■ **WHAT IS REQUIRED**: Scan the records below, and wherever a line has the word "Math", pull it out.

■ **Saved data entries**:
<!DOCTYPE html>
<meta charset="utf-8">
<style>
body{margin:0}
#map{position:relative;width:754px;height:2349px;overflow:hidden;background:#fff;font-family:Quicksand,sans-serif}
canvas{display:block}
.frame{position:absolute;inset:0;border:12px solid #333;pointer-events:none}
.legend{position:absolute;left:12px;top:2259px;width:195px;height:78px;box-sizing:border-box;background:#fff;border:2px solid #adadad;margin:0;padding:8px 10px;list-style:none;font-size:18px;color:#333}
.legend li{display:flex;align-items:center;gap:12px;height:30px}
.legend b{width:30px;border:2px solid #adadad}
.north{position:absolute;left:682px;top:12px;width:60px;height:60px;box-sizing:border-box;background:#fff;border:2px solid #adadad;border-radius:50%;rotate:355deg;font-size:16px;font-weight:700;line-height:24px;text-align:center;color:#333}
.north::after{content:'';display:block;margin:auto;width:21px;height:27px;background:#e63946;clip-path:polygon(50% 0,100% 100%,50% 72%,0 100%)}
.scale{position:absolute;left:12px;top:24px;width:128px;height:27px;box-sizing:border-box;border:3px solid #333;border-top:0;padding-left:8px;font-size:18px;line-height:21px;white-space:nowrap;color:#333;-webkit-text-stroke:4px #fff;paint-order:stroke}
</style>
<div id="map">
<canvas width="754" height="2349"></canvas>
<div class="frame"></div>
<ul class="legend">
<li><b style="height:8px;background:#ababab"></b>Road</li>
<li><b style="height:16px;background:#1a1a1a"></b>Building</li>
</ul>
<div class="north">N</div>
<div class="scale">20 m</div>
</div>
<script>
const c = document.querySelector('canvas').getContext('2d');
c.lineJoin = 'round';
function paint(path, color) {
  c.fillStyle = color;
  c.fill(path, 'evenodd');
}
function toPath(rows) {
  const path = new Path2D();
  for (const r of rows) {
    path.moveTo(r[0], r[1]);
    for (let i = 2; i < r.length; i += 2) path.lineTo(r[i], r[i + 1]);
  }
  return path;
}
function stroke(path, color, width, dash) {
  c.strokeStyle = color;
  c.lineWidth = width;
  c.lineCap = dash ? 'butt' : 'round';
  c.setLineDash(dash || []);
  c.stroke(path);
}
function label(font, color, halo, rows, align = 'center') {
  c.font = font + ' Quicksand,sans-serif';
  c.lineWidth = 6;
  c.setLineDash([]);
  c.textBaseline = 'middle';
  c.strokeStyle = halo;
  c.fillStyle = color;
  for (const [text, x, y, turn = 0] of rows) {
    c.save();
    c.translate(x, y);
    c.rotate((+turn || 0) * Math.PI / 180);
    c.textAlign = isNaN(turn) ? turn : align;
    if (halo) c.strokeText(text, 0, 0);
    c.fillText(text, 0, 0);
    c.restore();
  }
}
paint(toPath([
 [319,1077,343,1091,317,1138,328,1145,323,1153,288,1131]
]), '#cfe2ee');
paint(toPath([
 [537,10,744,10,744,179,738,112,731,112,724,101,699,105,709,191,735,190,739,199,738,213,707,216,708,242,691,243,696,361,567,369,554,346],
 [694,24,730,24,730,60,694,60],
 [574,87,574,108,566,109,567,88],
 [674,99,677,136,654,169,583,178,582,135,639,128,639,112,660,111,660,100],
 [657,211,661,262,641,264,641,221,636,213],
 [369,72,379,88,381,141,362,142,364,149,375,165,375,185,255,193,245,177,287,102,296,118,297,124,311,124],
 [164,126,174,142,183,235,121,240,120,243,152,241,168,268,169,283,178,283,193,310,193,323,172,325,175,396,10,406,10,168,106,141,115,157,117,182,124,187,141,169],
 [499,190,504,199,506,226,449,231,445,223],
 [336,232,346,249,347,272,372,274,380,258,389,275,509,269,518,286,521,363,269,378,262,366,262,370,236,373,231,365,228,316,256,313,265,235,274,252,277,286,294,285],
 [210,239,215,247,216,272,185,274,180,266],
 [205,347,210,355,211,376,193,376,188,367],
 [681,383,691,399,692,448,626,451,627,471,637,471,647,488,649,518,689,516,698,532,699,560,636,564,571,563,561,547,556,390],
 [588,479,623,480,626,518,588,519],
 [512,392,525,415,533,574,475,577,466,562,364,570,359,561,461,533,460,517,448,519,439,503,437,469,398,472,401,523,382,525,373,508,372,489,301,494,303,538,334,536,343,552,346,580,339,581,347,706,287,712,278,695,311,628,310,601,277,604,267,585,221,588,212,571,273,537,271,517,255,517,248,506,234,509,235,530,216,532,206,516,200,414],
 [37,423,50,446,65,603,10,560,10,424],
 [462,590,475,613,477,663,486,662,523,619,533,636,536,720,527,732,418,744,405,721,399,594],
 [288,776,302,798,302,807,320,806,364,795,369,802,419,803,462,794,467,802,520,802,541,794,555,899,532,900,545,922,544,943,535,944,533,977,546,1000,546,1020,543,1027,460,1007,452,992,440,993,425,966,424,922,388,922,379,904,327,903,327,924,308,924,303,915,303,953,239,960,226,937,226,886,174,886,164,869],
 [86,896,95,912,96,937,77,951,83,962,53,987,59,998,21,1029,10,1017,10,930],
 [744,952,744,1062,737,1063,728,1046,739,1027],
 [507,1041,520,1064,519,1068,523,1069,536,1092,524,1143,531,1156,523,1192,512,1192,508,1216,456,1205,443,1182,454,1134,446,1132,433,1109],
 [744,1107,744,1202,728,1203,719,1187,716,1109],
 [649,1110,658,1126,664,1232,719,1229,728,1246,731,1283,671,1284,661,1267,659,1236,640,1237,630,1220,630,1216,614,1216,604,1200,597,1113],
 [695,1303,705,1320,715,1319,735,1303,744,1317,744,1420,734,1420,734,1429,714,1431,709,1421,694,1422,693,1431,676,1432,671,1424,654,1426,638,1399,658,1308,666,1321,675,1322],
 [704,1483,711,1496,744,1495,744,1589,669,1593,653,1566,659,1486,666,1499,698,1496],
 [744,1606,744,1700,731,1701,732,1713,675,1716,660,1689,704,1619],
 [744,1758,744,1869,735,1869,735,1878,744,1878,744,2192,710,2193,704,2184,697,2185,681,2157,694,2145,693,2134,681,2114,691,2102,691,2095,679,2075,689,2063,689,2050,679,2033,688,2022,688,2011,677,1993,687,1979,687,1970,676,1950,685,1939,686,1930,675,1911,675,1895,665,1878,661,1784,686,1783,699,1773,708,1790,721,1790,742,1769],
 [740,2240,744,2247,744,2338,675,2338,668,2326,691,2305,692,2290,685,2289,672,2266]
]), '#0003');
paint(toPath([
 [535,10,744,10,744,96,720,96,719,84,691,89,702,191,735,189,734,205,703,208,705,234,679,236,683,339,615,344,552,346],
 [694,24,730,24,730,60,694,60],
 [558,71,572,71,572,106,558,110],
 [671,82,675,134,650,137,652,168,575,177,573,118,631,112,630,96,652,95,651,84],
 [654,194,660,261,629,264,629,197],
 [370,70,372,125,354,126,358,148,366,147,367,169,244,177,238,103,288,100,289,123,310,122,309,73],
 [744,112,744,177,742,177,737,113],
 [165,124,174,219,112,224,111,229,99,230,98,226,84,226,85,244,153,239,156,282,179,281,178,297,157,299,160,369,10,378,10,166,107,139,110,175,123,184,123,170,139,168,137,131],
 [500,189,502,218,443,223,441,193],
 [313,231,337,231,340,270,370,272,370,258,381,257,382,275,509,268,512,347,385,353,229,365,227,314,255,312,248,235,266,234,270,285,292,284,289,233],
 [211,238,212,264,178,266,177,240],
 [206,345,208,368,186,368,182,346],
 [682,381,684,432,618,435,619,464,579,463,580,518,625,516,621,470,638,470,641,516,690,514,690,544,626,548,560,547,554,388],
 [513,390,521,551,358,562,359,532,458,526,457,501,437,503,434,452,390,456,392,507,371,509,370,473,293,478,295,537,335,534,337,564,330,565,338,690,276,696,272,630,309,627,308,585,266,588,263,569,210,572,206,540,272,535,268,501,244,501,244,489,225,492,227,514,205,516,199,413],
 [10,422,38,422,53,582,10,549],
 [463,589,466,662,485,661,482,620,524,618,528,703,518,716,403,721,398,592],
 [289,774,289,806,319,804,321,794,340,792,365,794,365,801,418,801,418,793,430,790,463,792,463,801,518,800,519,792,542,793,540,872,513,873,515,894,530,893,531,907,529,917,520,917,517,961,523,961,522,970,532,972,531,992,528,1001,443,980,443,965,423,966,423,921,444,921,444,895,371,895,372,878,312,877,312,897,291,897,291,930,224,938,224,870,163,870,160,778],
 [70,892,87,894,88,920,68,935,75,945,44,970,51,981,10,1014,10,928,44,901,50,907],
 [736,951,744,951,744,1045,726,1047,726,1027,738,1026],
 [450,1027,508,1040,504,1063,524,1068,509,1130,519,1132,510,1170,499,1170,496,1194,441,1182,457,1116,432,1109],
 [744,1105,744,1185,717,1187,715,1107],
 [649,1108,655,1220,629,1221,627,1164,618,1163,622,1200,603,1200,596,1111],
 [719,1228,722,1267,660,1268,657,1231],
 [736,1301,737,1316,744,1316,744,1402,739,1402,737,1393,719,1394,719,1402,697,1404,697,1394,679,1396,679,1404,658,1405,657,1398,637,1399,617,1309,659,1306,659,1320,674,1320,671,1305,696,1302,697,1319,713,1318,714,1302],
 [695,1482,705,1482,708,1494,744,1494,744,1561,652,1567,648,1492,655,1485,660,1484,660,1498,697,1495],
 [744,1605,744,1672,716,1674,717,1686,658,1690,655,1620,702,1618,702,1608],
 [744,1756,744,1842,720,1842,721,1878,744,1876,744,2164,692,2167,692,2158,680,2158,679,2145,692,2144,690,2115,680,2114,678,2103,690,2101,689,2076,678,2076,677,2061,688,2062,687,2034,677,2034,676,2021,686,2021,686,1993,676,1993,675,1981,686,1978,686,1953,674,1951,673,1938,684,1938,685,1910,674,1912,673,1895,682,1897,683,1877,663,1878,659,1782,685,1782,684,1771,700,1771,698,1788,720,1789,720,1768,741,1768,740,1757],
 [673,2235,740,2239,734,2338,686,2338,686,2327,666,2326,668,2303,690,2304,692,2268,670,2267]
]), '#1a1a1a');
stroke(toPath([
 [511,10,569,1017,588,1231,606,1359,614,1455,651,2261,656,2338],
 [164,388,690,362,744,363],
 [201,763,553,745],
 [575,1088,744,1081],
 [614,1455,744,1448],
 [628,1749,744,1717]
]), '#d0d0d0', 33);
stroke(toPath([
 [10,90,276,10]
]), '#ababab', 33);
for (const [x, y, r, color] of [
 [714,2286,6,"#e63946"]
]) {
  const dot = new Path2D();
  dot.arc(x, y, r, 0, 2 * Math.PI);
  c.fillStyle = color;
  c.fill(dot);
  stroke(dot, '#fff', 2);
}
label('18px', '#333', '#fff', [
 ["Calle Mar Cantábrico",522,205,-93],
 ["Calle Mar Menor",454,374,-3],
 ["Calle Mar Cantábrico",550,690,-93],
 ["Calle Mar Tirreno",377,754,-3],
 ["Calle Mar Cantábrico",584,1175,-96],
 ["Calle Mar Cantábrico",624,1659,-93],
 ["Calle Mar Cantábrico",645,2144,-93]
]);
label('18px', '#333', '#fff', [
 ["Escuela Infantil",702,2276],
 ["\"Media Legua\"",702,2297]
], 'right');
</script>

■ **WORKED SOLUTION**:
    c.rotate((+turn || 0) * Math.PI / 180);
  dot.arc(x, y, r, 0, 2 * Math.PI);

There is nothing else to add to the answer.